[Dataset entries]

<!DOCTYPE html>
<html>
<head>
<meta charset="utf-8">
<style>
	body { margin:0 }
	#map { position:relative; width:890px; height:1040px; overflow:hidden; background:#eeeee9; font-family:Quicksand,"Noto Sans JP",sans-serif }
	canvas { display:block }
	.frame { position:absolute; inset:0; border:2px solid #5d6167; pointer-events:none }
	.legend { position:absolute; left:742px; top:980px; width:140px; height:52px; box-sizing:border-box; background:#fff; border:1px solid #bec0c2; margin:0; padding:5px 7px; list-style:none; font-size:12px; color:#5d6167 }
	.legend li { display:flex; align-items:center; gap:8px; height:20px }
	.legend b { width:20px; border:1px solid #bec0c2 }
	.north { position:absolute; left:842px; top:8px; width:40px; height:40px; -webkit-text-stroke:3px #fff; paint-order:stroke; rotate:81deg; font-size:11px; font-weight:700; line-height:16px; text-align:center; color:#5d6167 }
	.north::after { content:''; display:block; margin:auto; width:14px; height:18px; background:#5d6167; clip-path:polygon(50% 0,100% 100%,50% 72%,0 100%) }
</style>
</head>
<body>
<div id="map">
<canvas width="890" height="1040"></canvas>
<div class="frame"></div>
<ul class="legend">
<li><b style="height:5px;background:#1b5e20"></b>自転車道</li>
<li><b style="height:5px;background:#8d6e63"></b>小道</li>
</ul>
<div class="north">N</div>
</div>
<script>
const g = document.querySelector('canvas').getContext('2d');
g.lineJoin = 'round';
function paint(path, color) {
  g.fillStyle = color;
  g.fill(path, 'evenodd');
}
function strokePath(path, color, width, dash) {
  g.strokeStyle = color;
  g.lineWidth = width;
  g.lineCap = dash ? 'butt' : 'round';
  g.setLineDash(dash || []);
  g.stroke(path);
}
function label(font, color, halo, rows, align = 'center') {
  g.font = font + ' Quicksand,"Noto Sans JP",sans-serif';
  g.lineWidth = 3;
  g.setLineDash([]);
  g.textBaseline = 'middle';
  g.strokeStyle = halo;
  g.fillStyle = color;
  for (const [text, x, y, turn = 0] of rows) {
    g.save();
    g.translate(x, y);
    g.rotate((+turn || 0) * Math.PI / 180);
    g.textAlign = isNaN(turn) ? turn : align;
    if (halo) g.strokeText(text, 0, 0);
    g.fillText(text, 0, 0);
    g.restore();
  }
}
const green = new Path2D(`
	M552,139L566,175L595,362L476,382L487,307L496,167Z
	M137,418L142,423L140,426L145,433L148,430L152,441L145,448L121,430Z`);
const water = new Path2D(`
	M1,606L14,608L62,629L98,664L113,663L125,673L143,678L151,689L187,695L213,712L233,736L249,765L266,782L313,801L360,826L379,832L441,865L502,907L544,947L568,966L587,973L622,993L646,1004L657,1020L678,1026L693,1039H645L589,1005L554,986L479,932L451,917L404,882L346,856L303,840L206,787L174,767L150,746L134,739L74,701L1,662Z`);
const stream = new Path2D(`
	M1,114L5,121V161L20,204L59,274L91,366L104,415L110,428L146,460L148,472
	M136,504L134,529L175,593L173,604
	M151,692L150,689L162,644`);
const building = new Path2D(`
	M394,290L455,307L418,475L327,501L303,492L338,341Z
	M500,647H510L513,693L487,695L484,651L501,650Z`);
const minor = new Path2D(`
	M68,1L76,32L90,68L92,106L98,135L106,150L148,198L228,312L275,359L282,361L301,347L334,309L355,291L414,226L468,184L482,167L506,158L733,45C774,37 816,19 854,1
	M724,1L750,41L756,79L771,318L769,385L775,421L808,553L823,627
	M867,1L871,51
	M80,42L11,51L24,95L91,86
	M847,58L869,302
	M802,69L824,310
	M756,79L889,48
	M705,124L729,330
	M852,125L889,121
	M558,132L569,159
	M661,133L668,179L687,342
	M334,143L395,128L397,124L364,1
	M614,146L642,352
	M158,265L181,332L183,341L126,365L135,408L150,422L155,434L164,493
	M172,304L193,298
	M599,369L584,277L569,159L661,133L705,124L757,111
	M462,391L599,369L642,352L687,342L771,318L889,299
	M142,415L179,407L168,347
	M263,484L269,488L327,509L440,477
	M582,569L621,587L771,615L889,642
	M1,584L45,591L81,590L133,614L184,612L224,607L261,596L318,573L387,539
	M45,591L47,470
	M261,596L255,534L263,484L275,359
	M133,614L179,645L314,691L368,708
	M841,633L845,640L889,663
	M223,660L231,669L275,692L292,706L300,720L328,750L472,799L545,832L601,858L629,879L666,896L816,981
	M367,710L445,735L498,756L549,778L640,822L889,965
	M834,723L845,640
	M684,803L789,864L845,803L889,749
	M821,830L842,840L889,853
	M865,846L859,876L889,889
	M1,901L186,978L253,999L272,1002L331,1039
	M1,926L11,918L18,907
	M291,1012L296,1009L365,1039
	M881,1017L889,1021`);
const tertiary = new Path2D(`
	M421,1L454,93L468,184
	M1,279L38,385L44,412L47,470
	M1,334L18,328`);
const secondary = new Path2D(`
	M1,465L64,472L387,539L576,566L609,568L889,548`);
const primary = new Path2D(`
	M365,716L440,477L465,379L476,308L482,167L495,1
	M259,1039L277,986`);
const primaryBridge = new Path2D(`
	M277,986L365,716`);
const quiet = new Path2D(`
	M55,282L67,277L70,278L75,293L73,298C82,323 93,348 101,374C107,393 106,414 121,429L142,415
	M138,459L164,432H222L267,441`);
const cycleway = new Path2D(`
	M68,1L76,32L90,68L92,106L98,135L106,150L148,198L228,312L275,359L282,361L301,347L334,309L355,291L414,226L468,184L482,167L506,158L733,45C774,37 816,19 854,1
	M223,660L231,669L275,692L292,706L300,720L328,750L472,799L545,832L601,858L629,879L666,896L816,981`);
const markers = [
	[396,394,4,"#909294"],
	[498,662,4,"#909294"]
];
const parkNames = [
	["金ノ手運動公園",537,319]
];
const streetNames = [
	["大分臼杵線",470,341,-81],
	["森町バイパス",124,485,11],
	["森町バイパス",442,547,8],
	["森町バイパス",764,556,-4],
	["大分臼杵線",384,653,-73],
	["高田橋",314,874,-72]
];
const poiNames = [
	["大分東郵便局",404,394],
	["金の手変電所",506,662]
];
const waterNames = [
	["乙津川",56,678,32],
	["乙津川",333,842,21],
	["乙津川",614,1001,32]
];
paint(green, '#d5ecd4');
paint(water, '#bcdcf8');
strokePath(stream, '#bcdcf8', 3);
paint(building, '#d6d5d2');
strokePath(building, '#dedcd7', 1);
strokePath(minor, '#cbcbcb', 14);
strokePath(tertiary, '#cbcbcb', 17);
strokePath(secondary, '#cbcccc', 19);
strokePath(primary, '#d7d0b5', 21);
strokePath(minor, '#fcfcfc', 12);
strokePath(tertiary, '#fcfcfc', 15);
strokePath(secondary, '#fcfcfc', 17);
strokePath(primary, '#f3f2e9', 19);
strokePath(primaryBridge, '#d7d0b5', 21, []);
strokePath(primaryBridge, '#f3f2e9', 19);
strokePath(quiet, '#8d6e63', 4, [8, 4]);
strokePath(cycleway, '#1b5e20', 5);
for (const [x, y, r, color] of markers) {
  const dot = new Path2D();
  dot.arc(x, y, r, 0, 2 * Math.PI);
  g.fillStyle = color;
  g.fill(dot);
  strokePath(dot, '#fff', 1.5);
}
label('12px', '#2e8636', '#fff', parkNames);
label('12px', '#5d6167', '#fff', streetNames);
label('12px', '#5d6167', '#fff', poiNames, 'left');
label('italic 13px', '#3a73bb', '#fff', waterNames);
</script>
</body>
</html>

* [WORK REQUIRED] Only the lines from the first line of the records through the line containing "width:20px; border:1px solid" should be repeated, exactly as they appear.

* [TASK RESPONSE]
<!DOCTYPE html>
<html>
<head>
<meta charset="utf-8">
<style>
	body { margin:0 }
	#map { position:relative; width:890px; height:1040px; overflow:hidden; background:#eeeee9; font-family:Quicksand,"Noto Sans JP",sans-serif }
	canvas { display:block }
	.frame { position:absolute; inset:0; border:2px solid #5d6167; pointer-events:none }
	.legend { position:absolute; left:742px; top:980px; width:140px; height:52px; box-sizing:border-box; background:#fff; border:1px solid #bec0c2; margin:0; padding:5px 7px; list-style:none; font-size:12px; color:#5d6167 }
	.legend li { display:flex; align-items:center; gap:8px; height:20px }
	.legend b { width:20px; border:1px solid #bec0c2 }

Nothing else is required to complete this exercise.